In the past, I’ve mistakenly used code coverage metrics as a target to work towards. But this turned out to lead to all kinds of problems. So let’s look closer at code coverage, its pros and cons, and why code coverage tools still have a place in shaping our testing strategy.
Code Coverage Basics
Code coverage tools measure how much of our code is covered by tests, allowing us to define thresholds that break the build if coverage falls below a certain point. Evaluating our testing strategy by setting coverage thresholds is tempting, but we must be cautious when defining them.
Code coverage tools like c8 and Istanbul determine what code was and was not executed during a test run, considering unexecuted code untested. However, they don’t know whether specific parts of the code are relevant or prone to errors. And even more importantly: Those tools can’t determine if our tests test anything meaningful.
When a Measure Becomes a Target
A high code coverage in itself doesn’t provide any value to anybody. We want to write tests to, among other things, establish fast feedback loops, enable us to do continuous refactoring, and prevent us from introducing regressions while doing so. To rake in all those benefits, we need high code coverage. Yet, unfortunately: code coverage is a metric we can game easily.
// Just rendering a simple component can lead to 100%
// code coverage without testing anything meaningful.

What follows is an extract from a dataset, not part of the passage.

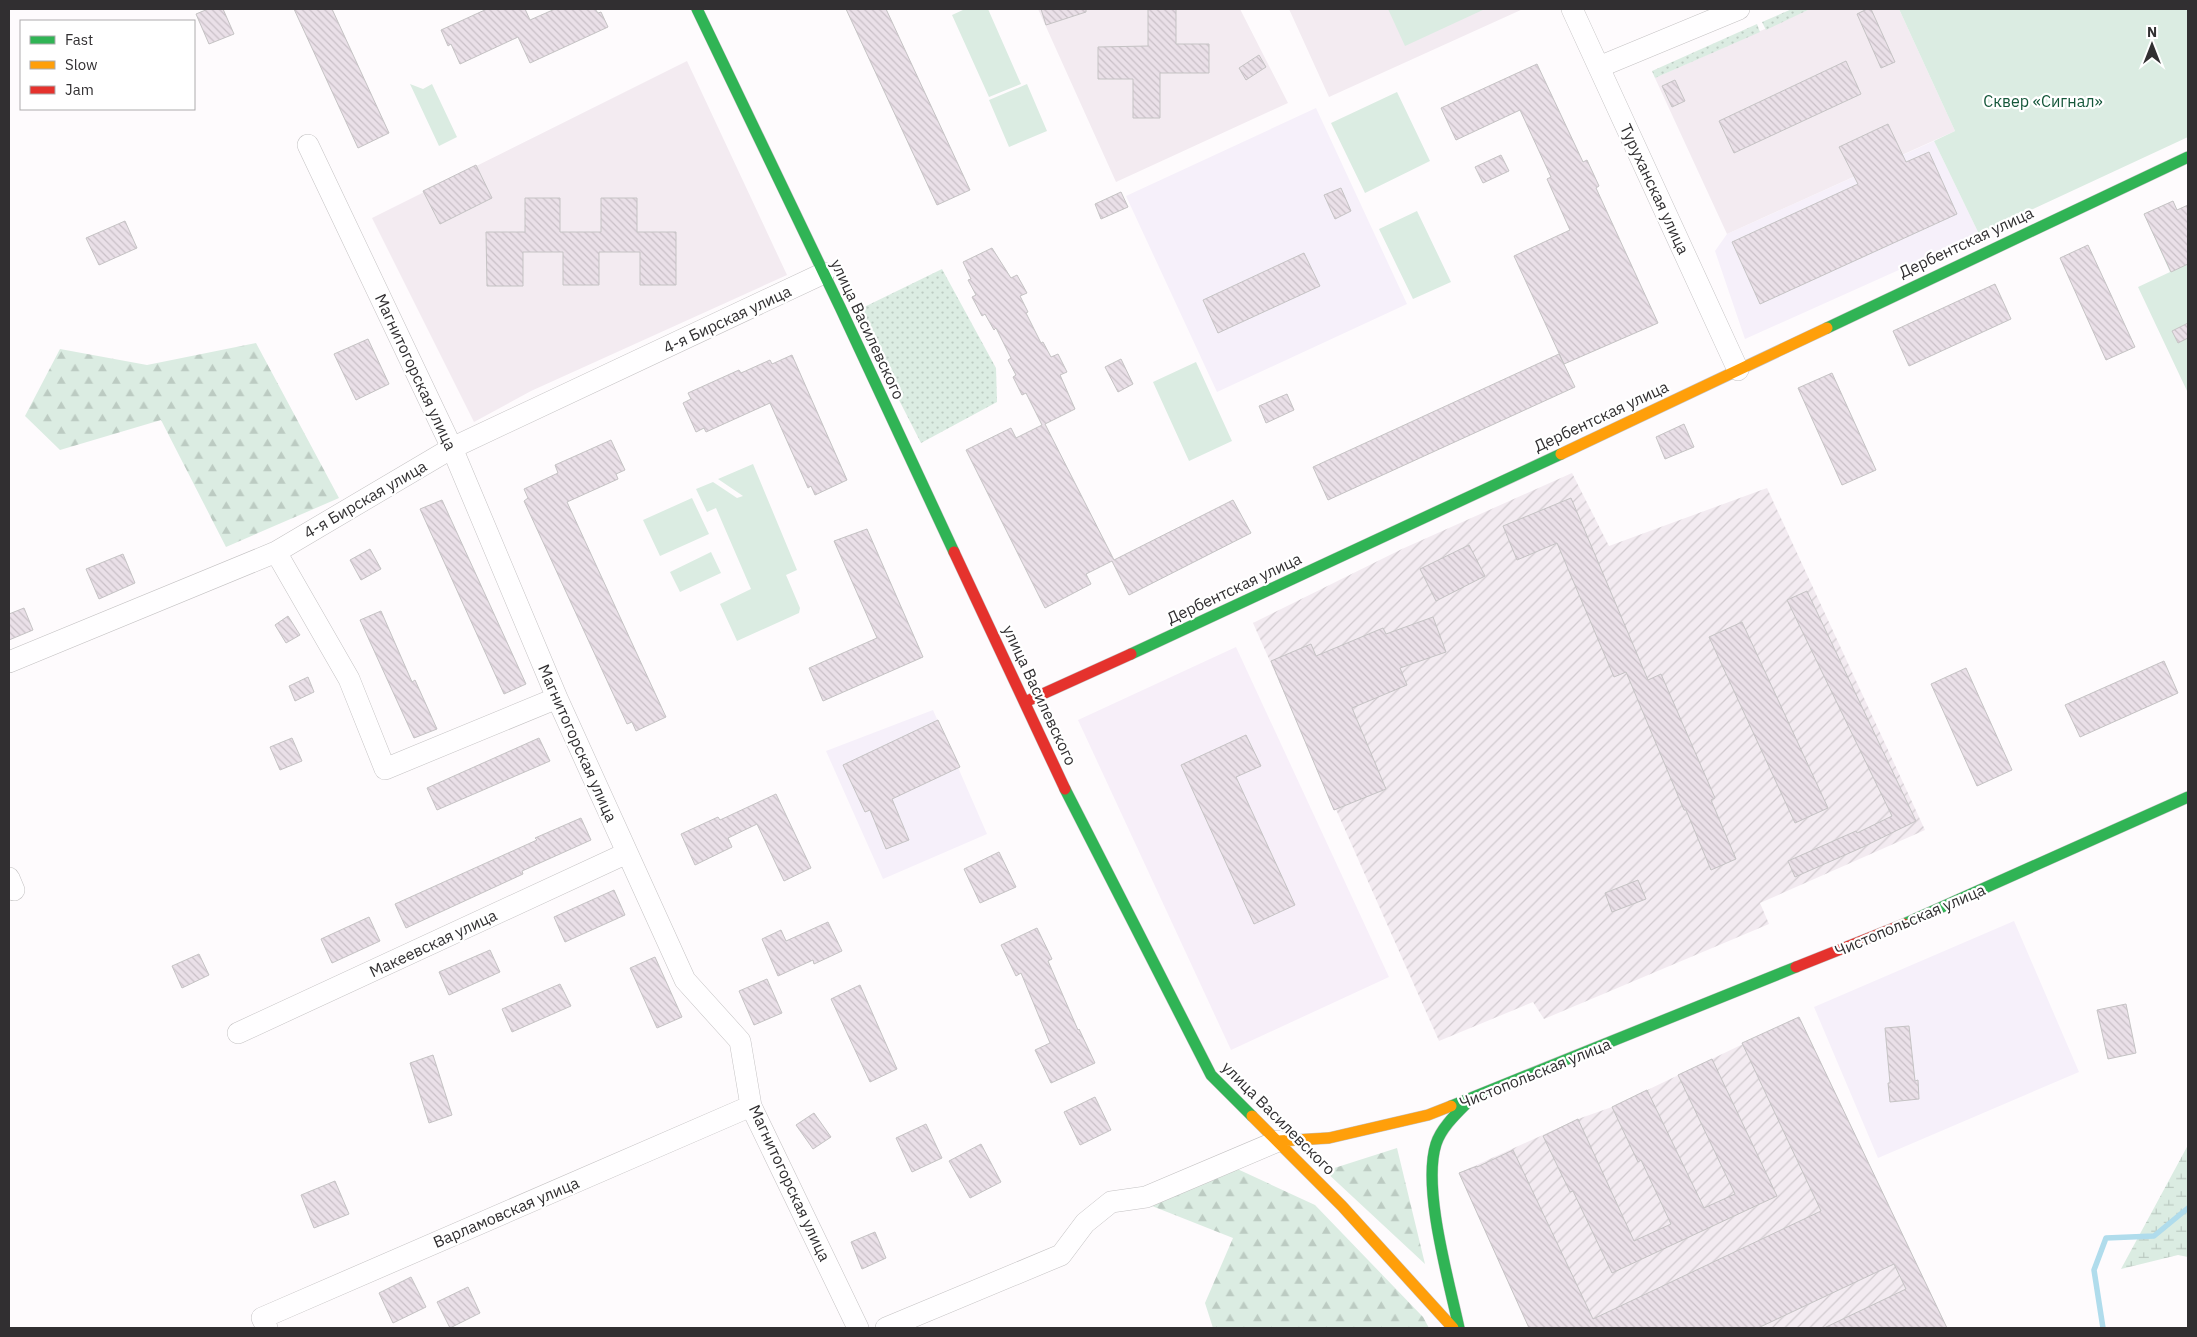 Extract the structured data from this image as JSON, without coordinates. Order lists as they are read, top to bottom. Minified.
{"streets":{"street":["Туруханская улица","Дербентская улица","4-я Бирская улица","улица Василевского","Магнитогорская улица","Чистопольская улица","Макеевская улица","Варламовская улица"]},"crossings":[["Туруханская улица","Дербентская улица"],["Дербентская улица","улица Василевского"],["4-я Бирская улица","улица Василевского"],["4-я Бирская улица","Магнитогорская улица"],["улица Василевского","Чистопольская улица"],["Магнитогорская улица","Макеевская улица"],["Магнитогорская улица","Варламовская улица"]],"parks":["Сквер «Сигнал»"],"legend":["Fast","Slow","Jam"],"north":"top"} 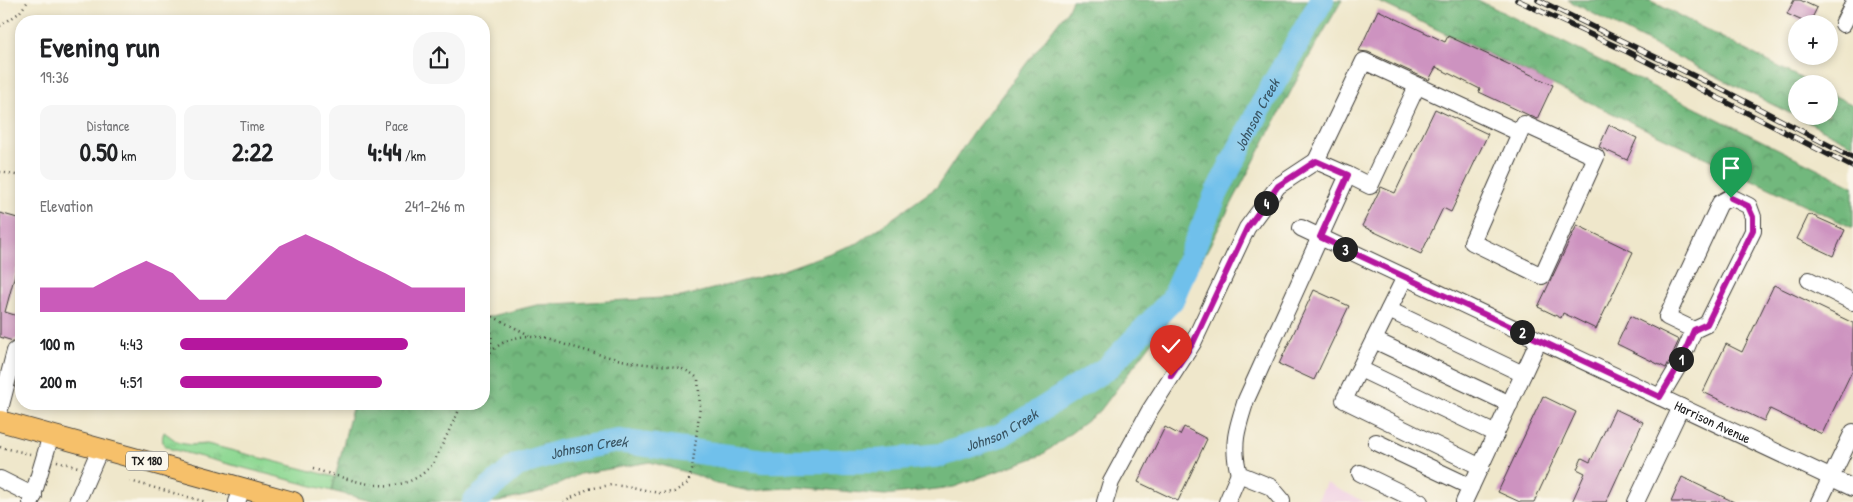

it('should render correctly', () => {
const wrapper = mount(Component);
expect(wrapper.html()).toContain('div');
});
When a measure becomes a target, it ceases to be a good measure because people start to game it.
– Goodhart’s law
Trying to achieve or maintain high code coverage via thresholds often results in canny developers finding ways to hit the required code coverage percentages without actually testing anything meaningful. Instead of focusing on reaching the threshold, the real goal should be that our tests give us confidence and help us do our job more efficiently. The primary objective of testing is not to reach an arbitrary threshold but to provide fast feedback during development to aid our development flow, prevent bugs, and ensure the maintainability of our software in the long run.
Using Coverage as a Tool, Not a Target
Despite the limitations of concrete code coverage targets, code coverage tools can still be instrumental in aiding our testing efforts. For example, while 100% code coverage is not a desirable goal in most cases, a low value suggests that our application’s code coverage is insufficient. On the other hand, high code coverage doesn’t guarantee that our application is well-tested. Yet a low code coverage indicates that we must improve how we write code.
While 100% code coverage is not a desirable goal in most cases, a low value suggests that our application’s code coverage is insufficient.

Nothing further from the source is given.